Segment Start: PROVIDED DATA

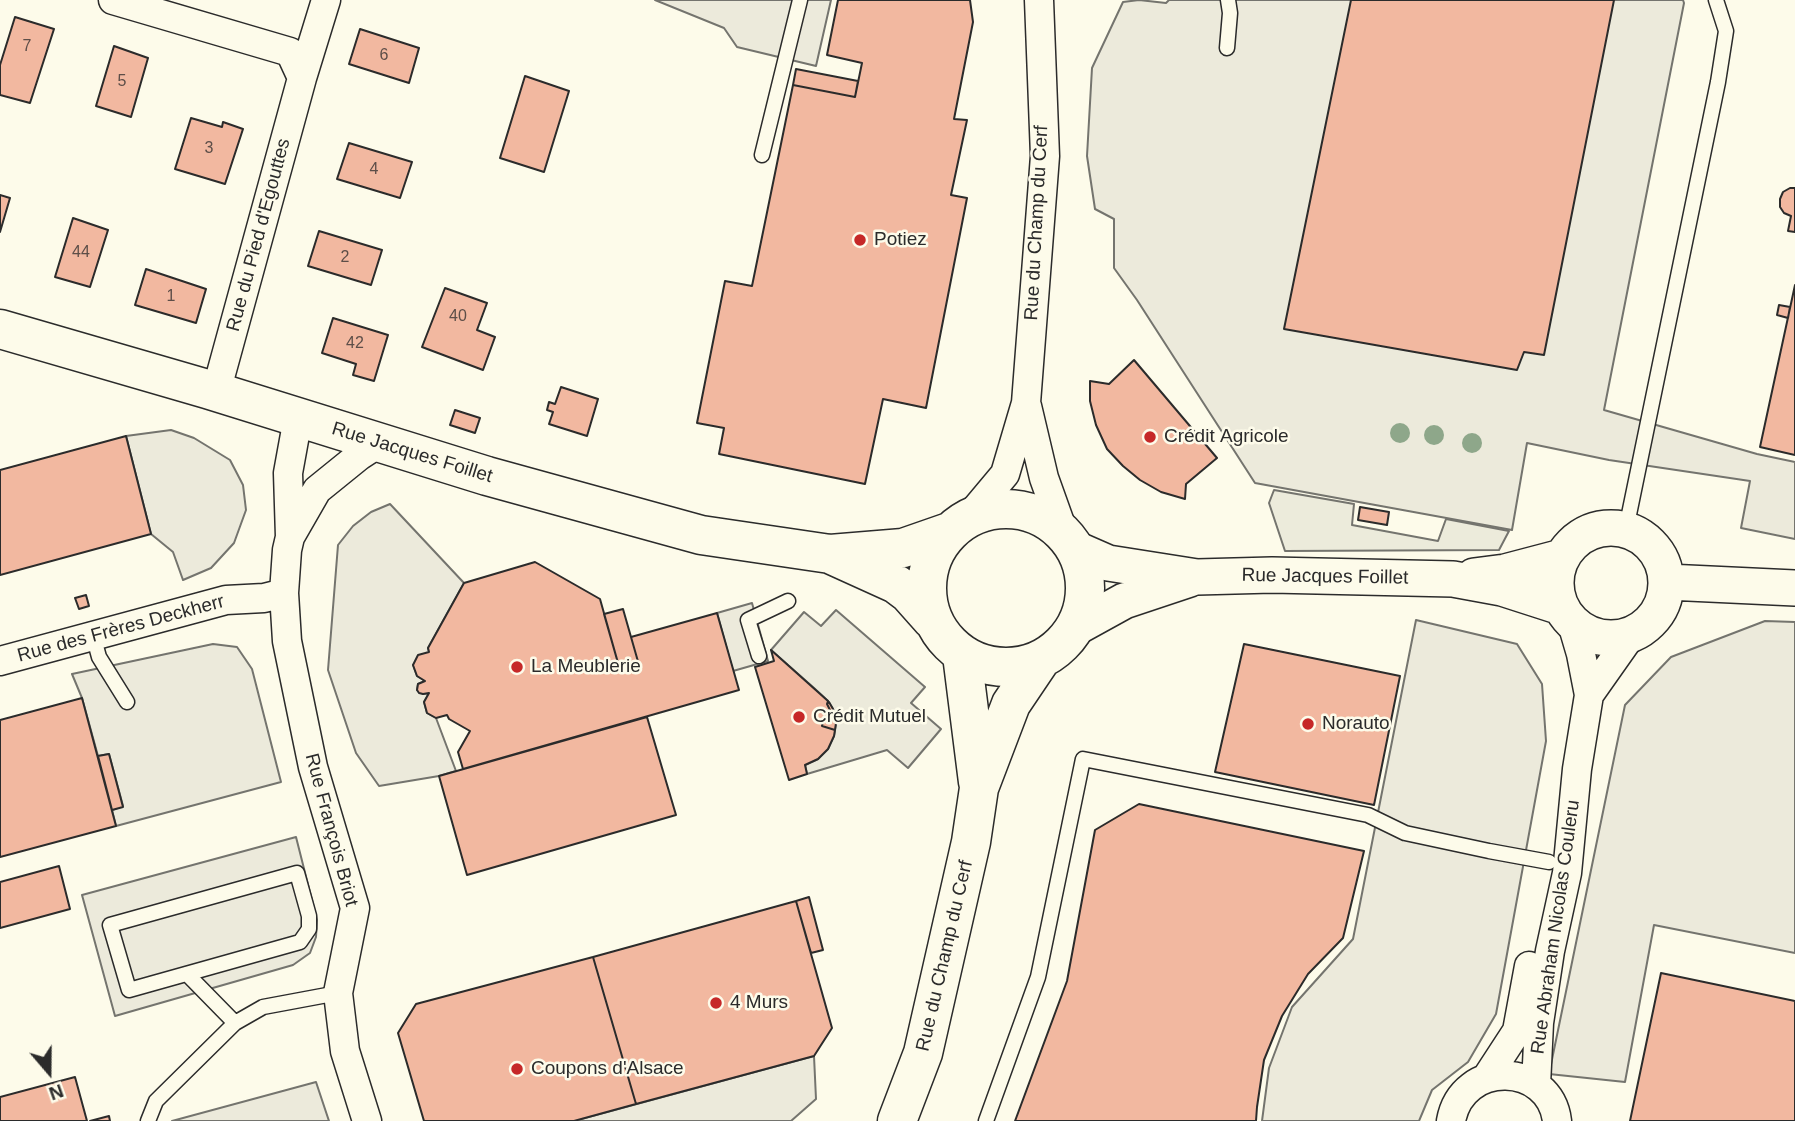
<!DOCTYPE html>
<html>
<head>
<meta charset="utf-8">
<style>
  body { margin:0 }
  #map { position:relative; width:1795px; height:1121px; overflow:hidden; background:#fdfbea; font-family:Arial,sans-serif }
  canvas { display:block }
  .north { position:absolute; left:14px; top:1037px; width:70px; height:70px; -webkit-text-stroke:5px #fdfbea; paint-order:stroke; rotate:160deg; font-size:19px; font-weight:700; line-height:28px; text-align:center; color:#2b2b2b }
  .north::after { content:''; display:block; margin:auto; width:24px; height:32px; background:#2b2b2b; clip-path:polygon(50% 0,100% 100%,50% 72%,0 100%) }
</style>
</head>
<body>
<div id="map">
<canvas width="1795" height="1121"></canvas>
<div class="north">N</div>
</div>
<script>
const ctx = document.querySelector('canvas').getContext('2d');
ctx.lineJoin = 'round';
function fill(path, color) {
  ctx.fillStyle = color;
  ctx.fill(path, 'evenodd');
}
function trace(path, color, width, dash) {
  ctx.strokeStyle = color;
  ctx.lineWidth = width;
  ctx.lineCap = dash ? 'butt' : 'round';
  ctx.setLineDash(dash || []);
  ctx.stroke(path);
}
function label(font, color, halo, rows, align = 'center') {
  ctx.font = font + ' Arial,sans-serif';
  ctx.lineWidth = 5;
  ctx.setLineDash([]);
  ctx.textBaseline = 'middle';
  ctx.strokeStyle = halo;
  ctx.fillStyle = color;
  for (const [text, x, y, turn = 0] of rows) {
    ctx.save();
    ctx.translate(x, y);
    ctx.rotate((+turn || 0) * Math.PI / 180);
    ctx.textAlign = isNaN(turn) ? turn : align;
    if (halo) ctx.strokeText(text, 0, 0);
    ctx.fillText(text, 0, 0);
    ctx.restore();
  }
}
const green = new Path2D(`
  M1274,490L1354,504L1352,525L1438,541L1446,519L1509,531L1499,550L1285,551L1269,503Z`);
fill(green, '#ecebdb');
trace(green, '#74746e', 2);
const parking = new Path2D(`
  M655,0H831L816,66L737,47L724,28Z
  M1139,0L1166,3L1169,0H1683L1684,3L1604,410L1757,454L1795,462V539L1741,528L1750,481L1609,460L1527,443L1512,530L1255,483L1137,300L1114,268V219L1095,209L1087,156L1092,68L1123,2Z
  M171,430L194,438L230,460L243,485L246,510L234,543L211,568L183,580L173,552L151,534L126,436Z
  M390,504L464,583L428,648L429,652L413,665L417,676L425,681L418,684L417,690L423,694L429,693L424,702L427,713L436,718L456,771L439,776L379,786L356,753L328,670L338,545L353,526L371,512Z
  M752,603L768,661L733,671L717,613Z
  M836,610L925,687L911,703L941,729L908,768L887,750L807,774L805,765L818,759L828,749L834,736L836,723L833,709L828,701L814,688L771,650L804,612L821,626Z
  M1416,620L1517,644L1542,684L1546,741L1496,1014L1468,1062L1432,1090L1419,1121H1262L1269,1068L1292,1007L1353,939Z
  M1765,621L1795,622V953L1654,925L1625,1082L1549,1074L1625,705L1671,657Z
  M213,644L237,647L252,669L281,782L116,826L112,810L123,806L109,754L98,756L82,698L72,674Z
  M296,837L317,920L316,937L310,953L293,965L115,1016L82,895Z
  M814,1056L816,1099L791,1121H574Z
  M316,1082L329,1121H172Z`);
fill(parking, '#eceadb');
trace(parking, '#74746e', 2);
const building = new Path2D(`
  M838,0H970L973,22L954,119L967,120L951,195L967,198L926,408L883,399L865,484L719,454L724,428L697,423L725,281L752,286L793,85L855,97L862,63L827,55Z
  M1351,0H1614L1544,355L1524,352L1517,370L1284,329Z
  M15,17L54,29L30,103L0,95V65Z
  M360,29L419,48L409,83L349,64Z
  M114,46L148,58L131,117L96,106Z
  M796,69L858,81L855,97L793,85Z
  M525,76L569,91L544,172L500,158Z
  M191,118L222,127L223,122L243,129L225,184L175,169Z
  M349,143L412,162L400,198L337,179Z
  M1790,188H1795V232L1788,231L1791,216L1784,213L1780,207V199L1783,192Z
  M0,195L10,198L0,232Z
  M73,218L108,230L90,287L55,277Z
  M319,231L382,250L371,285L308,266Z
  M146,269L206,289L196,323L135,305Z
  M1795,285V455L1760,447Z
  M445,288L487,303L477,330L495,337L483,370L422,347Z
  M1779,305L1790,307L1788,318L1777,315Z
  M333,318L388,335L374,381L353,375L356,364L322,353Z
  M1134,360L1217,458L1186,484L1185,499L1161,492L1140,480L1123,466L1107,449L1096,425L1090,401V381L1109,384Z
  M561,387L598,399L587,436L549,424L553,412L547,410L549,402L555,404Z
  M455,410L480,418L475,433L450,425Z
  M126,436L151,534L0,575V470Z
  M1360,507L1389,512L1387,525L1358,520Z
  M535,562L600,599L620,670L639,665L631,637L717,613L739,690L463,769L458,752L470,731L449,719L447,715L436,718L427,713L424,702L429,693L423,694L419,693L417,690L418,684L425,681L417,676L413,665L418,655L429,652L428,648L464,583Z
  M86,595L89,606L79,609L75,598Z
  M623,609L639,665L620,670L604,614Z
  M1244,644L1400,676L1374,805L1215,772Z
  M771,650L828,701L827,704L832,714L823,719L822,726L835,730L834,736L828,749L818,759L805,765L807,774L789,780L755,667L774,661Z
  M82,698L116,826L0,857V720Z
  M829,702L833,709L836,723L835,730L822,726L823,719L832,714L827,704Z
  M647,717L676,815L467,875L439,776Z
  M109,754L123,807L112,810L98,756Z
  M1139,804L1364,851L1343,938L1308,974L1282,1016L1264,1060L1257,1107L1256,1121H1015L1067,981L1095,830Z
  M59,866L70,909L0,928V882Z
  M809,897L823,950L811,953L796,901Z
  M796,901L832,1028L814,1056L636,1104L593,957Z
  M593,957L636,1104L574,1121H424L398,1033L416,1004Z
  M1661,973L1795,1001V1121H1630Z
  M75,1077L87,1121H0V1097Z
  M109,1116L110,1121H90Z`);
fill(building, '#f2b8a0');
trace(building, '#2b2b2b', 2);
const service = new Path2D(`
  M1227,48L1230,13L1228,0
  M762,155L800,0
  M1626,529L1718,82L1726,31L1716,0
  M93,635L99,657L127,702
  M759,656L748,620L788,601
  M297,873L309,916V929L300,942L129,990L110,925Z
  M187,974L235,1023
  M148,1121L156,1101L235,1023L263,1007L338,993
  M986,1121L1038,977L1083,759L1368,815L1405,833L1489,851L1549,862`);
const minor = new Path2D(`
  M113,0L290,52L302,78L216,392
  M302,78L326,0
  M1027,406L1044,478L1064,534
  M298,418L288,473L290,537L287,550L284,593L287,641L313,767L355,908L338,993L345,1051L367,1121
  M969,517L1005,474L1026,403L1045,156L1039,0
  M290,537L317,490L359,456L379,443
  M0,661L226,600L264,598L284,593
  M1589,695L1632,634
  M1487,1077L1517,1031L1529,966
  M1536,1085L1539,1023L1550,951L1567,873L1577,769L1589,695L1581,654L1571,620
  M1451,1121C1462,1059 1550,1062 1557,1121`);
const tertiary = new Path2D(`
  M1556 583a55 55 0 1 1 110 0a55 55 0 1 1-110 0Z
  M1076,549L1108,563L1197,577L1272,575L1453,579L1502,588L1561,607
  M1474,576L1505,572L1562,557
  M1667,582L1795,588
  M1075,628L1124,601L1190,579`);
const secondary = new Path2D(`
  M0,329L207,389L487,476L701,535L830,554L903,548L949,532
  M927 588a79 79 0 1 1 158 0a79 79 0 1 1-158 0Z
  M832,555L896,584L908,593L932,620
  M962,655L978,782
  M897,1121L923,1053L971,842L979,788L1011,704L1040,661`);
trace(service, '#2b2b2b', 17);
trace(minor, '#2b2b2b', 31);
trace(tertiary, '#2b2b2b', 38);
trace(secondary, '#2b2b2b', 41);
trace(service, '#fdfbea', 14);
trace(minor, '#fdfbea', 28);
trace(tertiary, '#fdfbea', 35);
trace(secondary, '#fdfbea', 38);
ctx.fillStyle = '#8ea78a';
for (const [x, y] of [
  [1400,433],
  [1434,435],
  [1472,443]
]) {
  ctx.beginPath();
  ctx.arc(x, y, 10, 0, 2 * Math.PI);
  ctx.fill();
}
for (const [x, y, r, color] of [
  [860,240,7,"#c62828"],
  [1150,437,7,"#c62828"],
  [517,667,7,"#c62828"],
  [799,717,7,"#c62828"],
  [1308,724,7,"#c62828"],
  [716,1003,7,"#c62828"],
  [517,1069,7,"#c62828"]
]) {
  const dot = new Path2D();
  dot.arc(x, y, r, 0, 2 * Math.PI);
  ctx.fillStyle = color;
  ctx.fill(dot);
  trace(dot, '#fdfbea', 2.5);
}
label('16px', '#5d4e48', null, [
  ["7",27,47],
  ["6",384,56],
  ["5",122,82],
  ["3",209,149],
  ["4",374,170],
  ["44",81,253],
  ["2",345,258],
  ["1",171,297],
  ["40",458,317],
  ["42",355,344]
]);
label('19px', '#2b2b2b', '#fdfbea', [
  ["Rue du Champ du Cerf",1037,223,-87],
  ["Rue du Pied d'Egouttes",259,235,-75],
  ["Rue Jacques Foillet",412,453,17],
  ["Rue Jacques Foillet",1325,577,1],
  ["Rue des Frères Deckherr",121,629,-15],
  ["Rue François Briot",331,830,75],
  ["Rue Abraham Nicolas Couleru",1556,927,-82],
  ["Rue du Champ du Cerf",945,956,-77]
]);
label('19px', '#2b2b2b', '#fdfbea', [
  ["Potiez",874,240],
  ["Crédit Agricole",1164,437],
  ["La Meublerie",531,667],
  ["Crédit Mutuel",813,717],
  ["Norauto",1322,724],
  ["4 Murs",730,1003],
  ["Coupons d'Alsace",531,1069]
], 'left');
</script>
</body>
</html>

Segment End: PROVIDED DATA

> [YOUR OBJECTIVE]:
The lines to be transcribed are those from the first line of the data above through the line holding "position:absolute; left:14px; top:1037px;", inclusive; copy them exactly and only, leaving out the pictures.

> [THE COMPLETED TASK]:
<!DOCTYPE html>
<html>
<head>
<meta charset="utf-8">
<style>
  body { margin:0 }
  #map { position:relative; width:1795px; height:1121px; overflow:hidden; background:#fdfbea; font-family:Arial,sans-serif }
  canvas { display:block }
  .north { position:absolute; left:14px; top:1037px; width:70px; height:70px; -webkit-text-stroke:5px #fdfbea; paint-order:stroke; rotate:160deg; font-size:19px; font-weight:700; line-height:28px; text-align:center; color:#2b2b2b }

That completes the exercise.